From Anonymous: "The big Oracle database applications I’ve worked on ran on Suns- large machines with lots of processors.


In my experience, these were much more reliable machines than Windows/Vista machines, plus easier to troubleshoot. I’ve worked on HP machines, but they were harder to work on.

I don’t know if there are "big linux" machines to compete with Suns, but perhaps Oracle wants to keep these machines available. Meanwhile, people I know in Sun R&D are keeping their fingers crossed about their projects."

And Juan wrote in as well – "I really was considering IBM deal something weird. Since IBM in some past trades has acted as inverse of the Midas’ Touch. On the other side, what would happened to NetBeans and Oracle Developer suite..Maybe be sent to oblivion. The monopoly should be clear. And also we are talking about other products like Websphere and Glassfish.

Personaly I do not trust IBM enough to see a future for SUN products.
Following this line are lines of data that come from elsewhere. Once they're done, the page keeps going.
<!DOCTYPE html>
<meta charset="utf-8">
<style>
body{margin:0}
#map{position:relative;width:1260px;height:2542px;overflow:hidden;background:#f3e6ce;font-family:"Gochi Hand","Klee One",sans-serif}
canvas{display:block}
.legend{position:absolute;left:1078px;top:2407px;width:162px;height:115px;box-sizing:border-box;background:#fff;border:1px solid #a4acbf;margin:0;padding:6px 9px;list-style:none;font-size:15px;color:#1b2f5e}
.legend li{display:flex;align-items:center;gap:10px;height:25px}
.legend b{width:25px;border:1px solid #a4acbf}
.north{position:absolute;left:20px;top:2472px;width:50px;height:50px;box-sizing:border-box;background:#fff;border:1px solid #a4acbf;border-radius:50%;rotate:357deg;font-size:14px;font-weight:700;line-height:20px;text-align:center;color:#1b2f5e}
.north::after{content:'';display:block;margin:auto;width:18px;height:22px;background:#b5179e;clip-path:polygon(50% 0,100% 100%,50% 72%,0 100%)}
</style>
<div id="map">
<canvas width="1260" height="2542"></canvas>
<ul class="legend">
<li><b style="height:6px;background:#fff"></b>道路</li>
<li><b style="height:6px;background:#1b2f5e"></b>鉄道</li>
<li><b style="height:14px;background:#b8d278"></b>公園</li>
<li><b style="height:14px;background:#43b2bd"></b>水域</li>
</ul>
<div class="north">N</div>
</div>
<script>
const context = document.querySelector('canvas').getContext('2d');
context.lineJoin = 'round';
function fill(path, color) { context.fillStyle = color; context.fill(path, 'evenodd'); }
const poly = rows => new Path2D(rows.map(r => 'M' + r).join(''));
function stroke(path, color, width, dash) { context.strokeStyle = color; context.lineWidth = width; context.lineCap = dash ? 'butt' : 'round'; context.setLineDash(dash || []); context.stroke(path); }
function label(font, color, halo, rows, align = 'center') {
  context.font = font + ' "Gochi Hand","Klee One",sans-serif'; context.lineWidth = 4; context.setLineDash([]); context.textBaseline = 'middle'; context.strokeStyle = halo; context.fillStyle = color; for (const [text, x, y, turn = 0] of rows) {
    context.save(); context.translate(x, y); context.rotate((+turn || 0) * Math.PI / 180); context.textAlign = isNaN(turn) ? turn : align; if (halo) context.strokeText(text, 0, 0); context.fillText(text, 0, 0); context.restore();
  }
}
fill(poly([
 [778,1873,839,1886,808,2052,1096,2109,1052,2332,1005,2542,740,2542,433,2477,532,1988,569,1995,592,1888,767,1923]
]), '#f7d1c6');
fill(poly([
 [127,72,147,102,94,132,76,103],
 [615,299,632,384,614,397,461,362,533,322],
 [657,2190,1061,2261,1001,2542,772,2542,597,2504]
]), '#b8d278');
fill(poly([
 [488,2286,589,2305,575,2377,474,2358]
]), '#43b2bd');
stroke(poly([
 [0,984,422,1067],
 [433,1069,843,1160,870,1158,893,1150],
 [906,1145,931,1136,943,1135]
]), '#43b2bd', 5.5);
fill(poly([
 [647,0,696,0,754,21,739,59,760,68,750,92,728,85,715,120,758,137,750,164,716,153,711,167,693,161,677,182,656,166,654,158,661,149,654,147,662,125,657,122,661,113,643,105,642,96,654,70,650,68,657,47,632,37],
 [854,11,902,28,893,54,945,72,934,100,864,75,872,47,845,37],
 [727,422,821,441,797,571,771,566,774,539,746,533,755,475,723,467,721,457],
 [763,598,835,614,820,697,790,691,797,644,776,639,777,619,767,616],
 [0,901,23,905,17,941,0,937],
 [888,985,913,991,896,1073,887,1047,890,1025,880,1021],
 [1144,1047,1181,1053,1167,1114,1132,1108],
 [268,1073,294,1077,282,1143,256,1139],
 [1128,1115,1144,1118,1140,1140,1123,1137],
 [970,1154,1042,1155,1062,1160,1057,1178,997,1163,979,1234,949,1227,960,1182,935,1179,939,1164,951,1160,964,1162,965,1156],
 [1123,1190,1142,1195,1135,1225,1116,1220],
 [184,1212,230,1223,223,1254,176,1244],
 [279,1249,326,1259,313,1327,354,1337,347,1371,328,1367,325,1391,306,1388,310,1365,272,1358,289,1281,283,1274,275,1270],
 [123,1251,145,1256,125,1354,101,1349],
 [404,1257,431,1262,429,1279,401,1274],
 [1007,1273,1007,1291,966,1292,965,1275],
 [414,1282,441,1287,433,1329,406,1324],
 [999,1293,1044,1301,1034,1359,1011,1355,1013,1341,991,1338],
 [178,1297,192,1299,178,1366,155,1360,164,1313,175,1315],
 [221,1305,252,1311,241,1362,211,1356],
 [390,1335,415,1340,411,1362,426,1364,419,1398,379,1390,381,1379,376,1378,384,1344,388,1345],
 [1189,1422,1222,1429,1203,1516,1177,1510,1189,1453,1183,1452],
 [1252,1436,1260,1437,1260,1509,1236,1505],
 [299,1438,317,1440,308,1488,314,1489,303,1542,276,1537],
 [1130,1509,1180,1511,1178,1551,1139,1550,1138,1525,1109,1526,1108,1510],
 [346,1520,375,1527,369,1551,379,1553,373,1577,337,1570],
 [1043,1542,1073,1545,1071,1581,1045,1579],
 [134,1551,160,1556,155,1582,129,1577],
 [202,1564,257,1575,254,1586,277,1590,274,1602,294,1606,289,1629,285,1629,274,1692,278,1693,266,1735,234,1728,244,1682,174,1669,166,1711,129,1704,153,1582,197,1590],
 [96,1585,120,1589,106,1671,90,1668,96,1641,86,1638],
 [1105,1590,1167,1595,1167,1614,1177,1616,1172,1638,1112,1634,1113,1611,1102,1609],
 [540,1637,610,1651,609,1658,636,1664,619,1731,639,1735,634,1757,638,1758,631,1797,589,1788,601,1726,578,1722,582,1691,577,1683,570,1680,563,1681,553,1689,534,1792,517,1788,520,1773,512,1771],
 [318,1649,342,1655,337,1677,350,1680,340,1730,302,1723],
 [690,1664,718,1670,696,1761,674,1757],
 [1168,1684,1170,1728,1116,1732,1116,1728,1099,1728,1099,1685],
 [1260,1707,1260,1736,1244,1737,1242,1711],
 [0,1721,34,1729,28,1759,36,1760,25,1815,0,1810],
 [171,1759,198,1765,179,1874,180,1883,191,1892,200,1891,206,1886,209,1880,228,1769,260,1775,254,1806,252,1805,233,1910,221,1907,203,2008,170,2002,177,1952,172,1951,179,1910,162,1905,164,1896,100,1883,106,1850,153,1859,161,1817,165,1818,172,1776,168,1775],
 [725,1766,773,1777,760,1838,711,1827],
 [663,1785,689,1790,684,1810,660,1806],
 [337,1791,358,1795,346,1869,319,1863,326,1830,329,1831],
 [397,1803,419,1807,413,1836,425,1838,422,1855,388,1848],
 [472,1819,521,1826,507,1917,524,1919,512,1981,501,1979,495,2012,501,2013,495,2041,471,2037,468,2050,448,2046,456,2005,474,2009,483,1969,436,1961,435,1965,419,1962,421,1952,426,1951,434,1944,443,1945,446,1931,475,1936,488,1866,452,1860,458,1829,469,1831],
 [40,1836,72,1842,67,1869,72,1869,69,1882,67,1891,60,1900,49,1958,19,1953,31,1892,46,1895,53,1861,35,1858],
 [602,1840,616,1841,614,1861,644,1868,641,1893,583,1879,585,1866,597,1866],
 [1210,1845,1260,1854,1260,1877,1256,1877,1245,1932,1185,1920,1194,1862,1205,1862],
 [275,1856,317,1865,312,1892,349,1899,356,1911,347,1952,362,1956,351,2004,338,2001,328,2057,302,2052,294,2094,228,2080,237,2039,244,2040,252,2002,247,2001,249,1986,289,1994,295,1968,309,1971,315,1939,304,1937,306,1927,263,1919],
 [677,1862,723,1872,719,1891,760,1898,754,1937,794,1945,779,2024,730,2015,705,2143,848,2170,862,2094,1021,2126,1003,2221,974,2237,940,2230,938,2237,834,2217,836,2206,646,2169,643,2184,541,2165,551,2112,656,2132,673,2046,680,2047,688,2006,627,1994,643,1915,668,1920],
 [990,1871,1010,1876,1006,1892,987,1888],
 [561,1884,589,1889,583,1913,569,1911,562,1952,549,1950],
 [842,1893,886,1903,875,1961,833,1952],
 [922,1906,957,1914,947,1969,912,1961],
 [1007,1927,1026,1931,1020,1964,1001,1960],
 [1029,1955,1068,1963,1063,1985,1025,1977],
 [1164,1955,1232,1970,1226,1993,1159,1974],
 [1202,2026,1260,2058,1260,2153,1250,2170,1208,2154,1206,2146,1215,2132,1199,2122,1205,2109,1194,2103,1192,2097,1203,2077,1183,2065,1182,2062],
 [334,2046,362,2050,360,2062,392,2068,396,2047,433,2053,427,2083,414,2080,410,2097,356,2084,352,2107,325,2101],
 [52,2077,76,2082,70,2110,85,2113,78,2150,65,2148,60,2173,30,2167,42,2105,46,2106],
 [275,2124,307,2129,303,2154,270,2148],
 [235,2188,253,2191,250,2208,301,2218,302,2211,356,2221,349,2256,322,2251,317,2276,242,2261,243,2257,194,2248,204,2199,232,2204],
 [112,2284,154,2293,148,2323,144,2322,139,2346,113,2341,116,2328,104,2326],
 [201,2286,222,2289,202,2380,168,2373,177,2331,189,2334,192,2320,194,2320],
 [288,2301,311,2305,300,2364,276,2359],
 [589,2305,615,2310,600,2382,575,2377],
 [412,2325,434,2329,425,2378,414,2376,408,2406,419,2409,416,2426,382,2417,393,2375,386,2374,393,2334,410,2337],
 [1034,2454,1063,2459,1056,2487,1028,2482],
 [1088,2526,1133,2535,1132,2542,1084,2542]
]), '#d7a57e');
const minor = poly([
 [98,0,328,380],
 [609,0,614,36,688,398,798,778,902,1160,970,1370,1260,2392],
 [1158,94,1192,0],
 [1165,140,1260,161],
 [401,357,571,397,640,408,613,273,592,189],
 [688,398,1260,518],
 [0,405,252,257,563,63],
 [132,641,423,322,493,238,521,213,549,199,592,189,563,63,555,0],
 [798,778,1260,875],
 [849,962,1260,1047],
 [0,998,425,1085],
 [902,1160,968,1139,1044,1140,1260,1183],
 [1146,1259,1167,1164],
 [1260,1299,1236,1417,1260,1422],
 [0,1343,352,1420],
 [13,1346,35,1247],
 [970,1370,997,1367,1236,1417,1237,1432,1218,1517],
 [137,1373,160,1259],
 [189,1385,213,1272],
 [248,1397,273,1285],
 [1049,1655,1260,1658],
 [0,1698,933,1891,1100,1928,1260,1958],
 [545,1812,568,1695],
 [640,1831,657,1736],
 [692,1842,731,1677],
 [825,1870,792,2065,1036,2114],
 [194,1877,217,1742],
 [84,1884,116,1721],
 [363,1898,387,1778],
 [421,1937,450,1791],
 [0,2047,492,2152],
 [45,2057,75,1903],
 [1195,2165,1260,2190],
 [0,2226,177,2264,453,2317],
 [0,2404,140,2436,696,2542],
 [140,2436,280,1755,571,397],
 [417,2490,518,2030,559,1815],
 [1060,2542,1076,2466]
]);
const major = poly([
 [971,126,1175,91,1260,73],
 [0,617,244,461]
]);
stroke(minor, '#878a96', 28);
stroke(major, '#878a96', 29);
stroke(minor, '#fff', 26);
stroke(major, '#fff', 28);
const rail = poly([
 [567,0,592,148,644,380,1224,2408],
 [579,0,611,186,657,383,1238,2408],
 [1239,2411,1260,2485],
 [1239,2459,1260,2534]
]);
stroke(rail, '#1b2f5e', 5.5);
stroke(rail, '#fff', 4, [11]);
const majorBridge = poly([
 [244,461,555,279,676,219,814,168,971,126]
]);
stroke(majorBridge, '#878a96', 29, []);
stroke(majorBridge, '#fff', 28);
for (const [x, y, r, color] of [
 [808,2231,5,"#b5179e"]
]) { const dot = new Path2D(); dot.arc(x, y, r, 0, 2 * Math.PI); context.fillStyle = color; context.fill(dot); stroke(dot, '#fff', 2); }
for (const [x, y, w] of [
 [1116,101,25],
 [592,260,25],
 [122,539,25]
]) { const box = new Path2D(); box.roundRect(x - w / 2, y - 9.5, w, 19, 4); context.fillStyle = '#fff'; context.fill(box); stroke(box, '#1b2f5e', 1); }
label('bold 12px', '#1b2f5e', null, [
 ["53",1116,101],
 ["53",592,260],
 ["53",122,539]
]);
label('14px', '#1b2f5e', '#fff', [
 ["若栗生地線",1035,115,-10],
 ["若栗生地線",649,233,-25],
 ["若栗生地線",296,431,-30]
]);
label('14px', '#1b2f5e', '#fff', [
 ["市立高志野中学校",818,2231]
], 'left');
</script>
Java in IBM hands, help!

Oracle on the other hand, does not have hardware experience, MySQL and Postgress are clear competitors of remarkable Oracle DB. What then? What is doing Oracle with other acquisitions?

I’d rather like to see something like, let’s say NCR buying SUN. Concentrating such power in Oracle’s or IBM’s domains leave us with no alternatives but Microsoft."